Bewitching – why a trashy little Lifetime show about witches turned out to be one of the best things on TV
Since Witches of East End actually “went there” and killed off Wendy in the season 2 finale, I’ve been trying to figure out how on earth I became this invested in a trashy show about witches. I’m not entirely sure, but here goes my attempt to process the loss of Wendy, and why Wendy & Joanna are fabulous television…
Two weeks ago, I stopped watching Nashville. It was a conscious decision. I’d followed Connie Britton (of Friday Night Lights) into a show that should have been incredible, and instead I found myself hating it more and more: never-ending love triangles, a constant stream of dull new characters, a fixation with turning Connie’s character into a saint who never had to deal with real-world consequences for her shitty choices, a good actress wasted in a dead-end melodrama. When the season three premiere turned up the soap factor even higher, I decided it was time to tune out. And yet, this week I found myself crying right along with the immortal witch Joanna over the death of her sister Wendy, a shape-shifting witch who had given up what remained of the last of her nine lives for someone else. From Joanna weeping over her sister’s body, the show headed on over to a pool party in hell, where Wendy was greeted by a mysterious third sister in a bright red cloak. I sat there, mouth wide open. When the credits began to roll, I may have uttered a string of expletives. I need season three NOW. What on earth has this trashy little show about witches done so right?
To explain how I started watching a show about witches when I’d never been particularly into science fiction or fantasy, you need to look at casting. I’ve been a fan of Julia Ormond’s work for many years. She’s one of those actresses who elevates almost any script, and trust me, she’s been in some clunkers. But when she’s got good material and good co-stars, she just runs with it. If you’ve seen her in Traffik, Temple Grandin or her brief guest-stint as O’Hara’s globe-trotting girlfriend on Nurse Jackie, you know what I mean. But I really didn’t have high hopes when I read on Deadline that she’d signed on for a show about witches on Lifetime. Did she have to pay the mortgage that badly?
Within four episodes, however, I quickly realised that this show was far more than a show about witches. Instead, in the capable hands of Julia, Madchen Amick and the show’s writers and producers, it became a show about family relationships, inter-generational support, power and loss. It had stupid things like an immortal historian which totally broke my brain, being an historian myself. (I’ve lost count of the number of times this idea has kept me entertained when bored at seminars and conferences. Seriously. Think about it: what if one person in every history department was immortal… but don’t think too hard in case I want to turn this idea into a book one day.) This show knew it was slightly trashy and never took itself too seriously. But mostly, in spite of all its supernatural leanings, the ‘adults’ —sorry Freya and Ingrid!— felt refreshingly human.
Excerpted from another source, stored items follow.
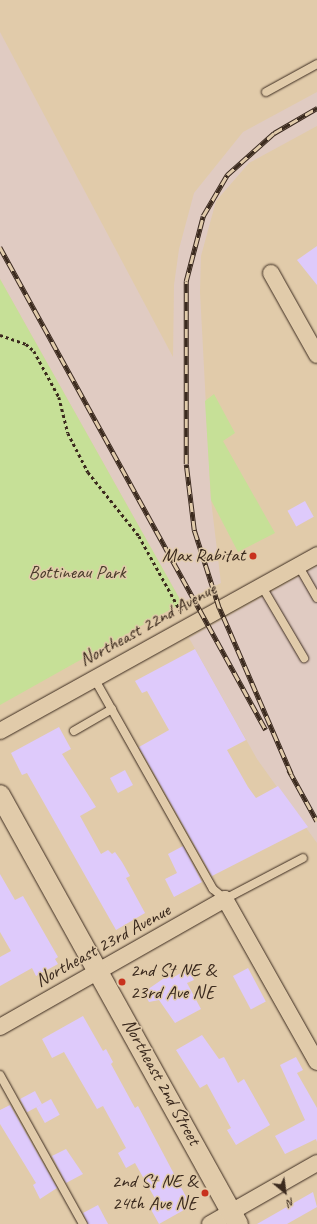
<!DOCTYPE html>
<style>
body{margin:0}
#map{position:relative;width:317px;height:1224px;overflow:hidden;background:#e1cbaa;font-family:Caveat,sans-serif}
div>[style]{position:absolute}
.built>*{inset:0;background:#e0cbc2}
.green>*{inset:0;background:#c6e097}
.building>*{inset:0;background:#decafb;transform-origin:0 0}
.path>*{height:2.5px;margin-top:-1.25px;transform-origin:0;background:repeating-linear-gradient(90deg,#3b2a1e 0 3px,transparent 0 6px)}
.roads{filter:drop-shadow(0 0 1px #3b2a1e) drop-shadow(0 0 1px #3b2a1e)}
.service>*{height:8px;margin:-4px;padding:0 4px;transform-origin:4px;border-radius:4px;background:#e1cbaa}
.minor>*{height:16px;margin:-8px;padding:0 8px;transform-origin:8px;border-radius:8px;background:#e1cbaa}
.tertiary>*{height:20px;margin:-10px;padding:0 10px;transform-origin:10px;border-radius:10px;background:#e1cbaa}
.rail>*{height:4.5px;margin-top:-2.25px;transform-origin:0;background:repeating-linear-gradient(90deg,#e1cbaa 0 9px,#3b2a1e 0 18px);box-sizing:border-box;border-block:1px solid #3b2a1e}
.dots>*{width:11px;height:11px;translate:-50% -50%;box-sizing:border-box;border:2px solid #e1cbaa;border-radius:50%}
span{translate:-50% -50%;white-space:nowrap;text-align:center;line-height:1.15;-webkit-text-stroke:3px #e1cbaa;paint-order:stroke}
.poi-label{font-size:19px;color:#3b2a1e}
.right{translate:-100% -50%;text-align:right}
.left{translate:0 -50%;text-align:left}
.park-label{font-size:19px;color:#493c2a}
.street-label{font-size:19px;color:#3b2a1e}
.north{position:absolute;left:265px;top:1172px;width:40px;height:40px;-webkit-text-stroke:3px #e1cbaa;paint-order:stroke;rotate:151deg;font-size:11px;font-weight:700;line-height:16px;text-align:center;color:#3b2a1e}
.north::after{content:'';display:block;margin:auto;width:14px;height:18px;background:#3b2a1e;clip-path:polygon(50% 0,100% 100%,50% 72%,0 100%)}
</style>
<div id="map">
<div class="built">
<div style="clip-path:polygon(0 32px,173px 357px,174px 285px,179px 249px,194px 193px,243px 132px,317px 92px,317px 126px,249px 163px,216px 201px,201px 256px,200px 292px,211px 500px,221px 583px,182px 603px,0 279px)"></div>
<div style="clip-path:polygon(317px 566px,317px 843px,257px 759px,189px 638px)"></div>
</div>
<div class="green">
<div style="clip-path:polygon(0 279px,182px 603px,0 705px)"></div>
<div style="clip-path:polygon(214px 394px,235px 433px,223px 441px,275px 533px,238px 552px,211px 500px,205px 401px)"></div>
</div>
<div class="building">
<div style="clip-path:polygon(317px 246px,317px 285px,297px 260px)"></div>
<div style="left:305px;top:501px;width:18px;height:20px;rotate:61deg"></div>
<div style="clip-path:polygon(195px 649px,246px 740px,227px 750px,248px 787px,256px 798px,278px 786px,308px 827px,212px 876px,139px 747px,169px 730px,147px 691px,142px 693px,135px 681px)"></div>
<div style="clip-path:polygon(59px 727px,71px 749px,62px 754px,96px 807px,80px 816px,101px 854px,108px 850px,112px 854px,115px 852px,122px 862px,130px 876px,126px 878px,145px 913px,116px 930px,27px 773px,22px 775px,11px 753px)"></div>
<div style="left:125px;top:770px;width:17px;height:17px;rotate:62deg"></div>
<div style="clip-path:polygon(183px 846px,202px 882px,174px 897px,165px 879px,177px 873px,168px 854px)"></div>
<div style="clip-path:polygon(0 874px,15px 900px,23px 896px,58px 957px,55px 959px,58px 964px,36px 976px,32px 968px,0 986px,0 957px,11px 951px,0 932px)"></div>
<div style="left:248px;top:968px;width:38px;height:17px;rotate:62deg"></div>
<div style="clip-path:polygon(188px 969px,194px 980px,187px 983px,201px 1009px,175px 1023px,159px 1000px,149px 1002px,144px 992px,170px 974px,174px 977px)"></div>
<div style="clip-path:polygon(83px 1016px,103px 1051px,106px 1049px,113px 1062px,111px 1064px,135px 1108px,138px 1106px,191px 1206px,159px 1224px,149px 1206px,157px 1202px,135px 1163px,126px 1168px,118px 1153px,126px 1148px,103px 1106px,97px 1109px,64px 1052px,52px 1058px,42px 1039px)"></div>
<div style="clip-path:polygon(202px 1035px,219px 1059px,224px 1057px,238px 1083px,244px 1079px,270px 1125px,236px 1145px,227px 1130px,231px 1128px,207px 1084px,200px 1088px,176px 1050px)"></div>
<div style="clip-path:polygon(296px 1057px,303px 1070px,297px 1073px,317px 1108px,317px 1142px,316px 1139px,285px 1154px,275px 1136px,305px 1120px,280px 1065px)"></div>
<div style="left:35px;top:1091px;width:15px;height:17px;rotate:62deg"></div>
<div style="left:51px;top:1099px;width:18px;height:17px;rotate:61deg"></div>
<div style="clip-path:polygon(10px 1105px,57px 1188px,40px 1199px,33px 1185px,36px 1183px,0 1124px,0 1110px)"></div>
<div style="clip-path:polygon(66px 1149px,83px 1174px,66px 1183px,52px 1156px)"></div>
<div style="clip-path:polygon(313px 1192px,317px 1207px,287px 1224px,257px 1224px)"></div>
<div style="clip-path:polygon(98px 1205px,108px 1224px,88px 1224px,83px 1213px)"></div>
</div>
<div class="path">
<div style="left:0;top:335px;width:28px;rotate:19deg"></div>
<div style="left:26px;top:344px;width:11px;rotate:41deg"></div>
<div style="left:34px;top:351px;width:52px;rotate:61.5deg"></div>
<div style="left:59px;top:397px;width:37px;rotate:76deg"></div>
<div style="left:68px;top:433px;width:44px;rotate:62.9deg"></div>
<div style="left:88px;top:472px;width:82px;rotate:51.4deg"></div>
<div style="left:139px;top:536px;width:85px;rotate:61deg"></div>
<div style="left:180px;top:610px;width:11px;rotate:-27deg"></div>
<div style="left:190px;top:605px;width:2px;rotate:63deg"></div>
</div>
<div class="roads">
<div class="service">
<div style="left:266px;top:92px;width:58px;rotate:-28.8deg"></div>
<div style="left:298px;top:565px;width:38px;rotate:60deg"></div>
<div style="left:261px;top:585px;width:85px;rotate:59.5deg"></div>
<div style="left:94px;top:678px;width:242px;rotate:60.6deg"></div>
<div style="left:213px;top:889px;width:16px;rotate:40deg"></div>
<div style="left:225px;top:899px;width:88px;rotate:-27.7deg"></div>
<div style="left:74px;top:731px;width:44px;rotate:-30.1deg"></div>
<div style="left:0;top:1075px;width:171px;rotate:60.9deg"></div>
</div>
<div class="minor">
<div style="left:271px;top:273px;width:94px;rotate:60.7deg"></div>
<div style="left:0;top:731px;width:363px;rotate:-29deg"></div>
<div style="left:0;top:1027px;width:259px;rotate:-29.6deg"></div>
<div style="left:225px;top:899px;width:187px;rotate:60.6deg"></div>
<div style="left:210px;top:1224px;width:123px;rotate:-29.7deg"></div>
</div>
<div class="tertiary">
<div style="left:0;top:795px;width:491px;rotate:61deg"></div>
</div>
</div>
<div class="rail">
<div style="left:0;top:247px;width:551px;rotate:61.16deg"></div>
<div style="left:289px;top:770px;width:58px;rotate:61.2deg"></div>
<div style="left:291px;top:774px;width:181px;rotate:-113.4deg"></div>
<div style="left:219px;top:608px;width:82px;rotate:-107.8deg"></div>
<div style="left:194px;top:530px;width:66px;rotate:-96.9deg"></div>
<div style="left:186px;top:464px;width:183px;rotate:-90deg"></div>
<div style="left:186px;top:281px;width:67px;rotate:-75.3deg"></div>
<div style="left:203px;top:216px;width:48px;rotate:-59.7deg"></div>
<div style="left:227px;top:175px;width:63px;rotate:-41.8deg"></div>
<div style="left:274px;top:133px;width:50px;rotate:-30.2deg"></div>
</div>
<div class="dots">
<div style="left:253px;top:556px;background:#c8321e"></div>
<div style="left:122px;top:982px;background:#c8321e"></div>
<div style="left:205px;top:1193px;background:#c8321e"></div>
</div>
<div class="poi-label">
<span class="right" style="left:245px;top:556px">Max Rabitat</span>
<span class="left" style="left:130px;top:982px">2nd St NE &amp;<br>23rd Ave NE</span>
<span class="right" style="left:197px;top:1193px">2nd St NE &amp;<br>24th Ave NE</span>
</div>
<div class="park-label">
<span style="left:77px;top:573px">Bottineau Park</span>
</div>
<div class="street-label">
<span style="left:148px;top:625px;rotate:-29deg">Northeast 22nd Avenue</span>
<span style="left:103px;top:946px;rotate:-29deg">Northeast 23rd Avenue</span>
<span style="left:161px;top:1082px;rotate:61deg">Northeast 2nd Street</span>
</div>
<div class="north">N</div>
</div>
For all the talk about us experiencing a ‘golden age’ of television right now, there’s still a massive lack of series where the action is driven by female characters, and among the shows where it is, there still seem to be way too few three-dimensional women that seem ‘real’, for lack of a better term, especially away from HBO, Showtime and Netflix. The new CBS show Madam Secretary, while featuring a woman as an ex-CIA-turned-college-professor-turned-Secretary-of-State as its central character, is turning into yet another show about super-women who “have it all”. That’s just not engaging, especially not in this day and age where competent, successful women can still be decried for consciously choosing not to have children, and stay-at-home-mom is used as a slur. Give me Tea Leoni’s train-wreck character in Spanglish any day over Madam Secretary.
Witches of East End, however, feels almost ground-breaking— a basic-cable show where the action is entirely led by four women who don’t bicker but support each other, who all have flaws which enrich their fictional characters. Sisters Wendy and Joanna had been estranged for many years, but in the pilot episode, Wendy came to Joanna’s house because she sensed Joanna’s life was in danger and needed her help. Joanna constantly hid the truth from people close to her to protect them. Even though she’d done so with the best intentions of protecting her daughters, Joanna had been far from a perfect mother to her now grown-up daughters over the years. There were consequences for her actions, but, refreshingly, they bore none of the sadly-still-common hallmarks of teaching a flawed female character ‘a lesson’.
Because Joanna is immortal, we gradually discovered that she had a string of immortal lovers who came in and out of her life across centuries. She reconnected with them and sometimes they had sex. Sometimes Joanna left; sometimes they did. Rather than be constant sources of heartache and despair, these men and women came to help Joanna and she was better because of them. Please find me a show where female characters above the age of 40 have relationships like this without any other character judging them for it; I can count them on one hand. Wendy had many more casual dalliances across seasons one and two, but again, nobody judged her for it. Even when Joanna suggested to Wendy that her commitment phobia was no longer appropriate because she was on her last life, note that at no time did anyone imply that Wendy had been ‘easy’ or ‘promiscuous. Wendy is “the fun aunt”.
Season two of Witches of East End has featured plenty of crazy, from tentacle-porn monsters and time doors, to more bad CGI than you can shake a magic wand at, but, in spite of the crazy, Joanna and Wendy have remained grounded in reality. By taking the ballsy step of killing Wendy who is easily the show’s most popular character, the writers not only brought home Joanna’s constant cycle of burying the ones she loves to us the viewers, but they also followed through with something that’s been carefully set up this entire season. If this season had one over-arching theme it was the fracturing of family, which in Joanna’s case was mostly loss: the death of her former partner Victor, her ex-girlfriend Alex’s departure, the (temporary) death of her daughters Freya and Ingrid which resulted in Joanna’s suicide attempt, and now, finally, the death of her sister Wendy, the character we all adore. Thus, Joanna’s grief is real but it doesn’t feel gratuitous. This is not some kind of tragic heroine scenario here. Instead, I’m looking forward to season three (which there had better be) where we see Joanna develop as a character because of all that has happened to her in season two, as she deals with the negative consequences of immortality, but also exploring how grief might bring her and her daughters together as an even stronger unit and serving as an impetus for the three witches to try to bring Wendy back. Hello seances!
We also know that this show will introduce more trouble in the form of the third sister, Helena, who gathers souls in the underworld. On paper, she sounds like a villain, but I have every confidence that instead of bitch fighting between sisters, Witches of East End will use Helena* to enrich the family dynamic, elevating the established characters while simultaneously not portraying them as flawless saints. It’s what this show does best: strong female characters who support each other, fuck up, and keep on having each others’ backs between all the bad CGI effects. And that, ladies and gentlemen, is why I grew to love a trashy little show about witches. It might just be one of the most refreshing, feminist-ing shows on television.
*… and if you need any convincing that Melrose Place alum Daphne Zuniga just has to play Helena and could totally hold her own against the talents of Julia Ormond and Madchen Amick, please watch the episode of Nip/Tuck that she guest starred on (find episode 5×01 on Netflix). This woman is stupidly talented. She’d totally pass as a relative. It’s a no-brainer and has to happen.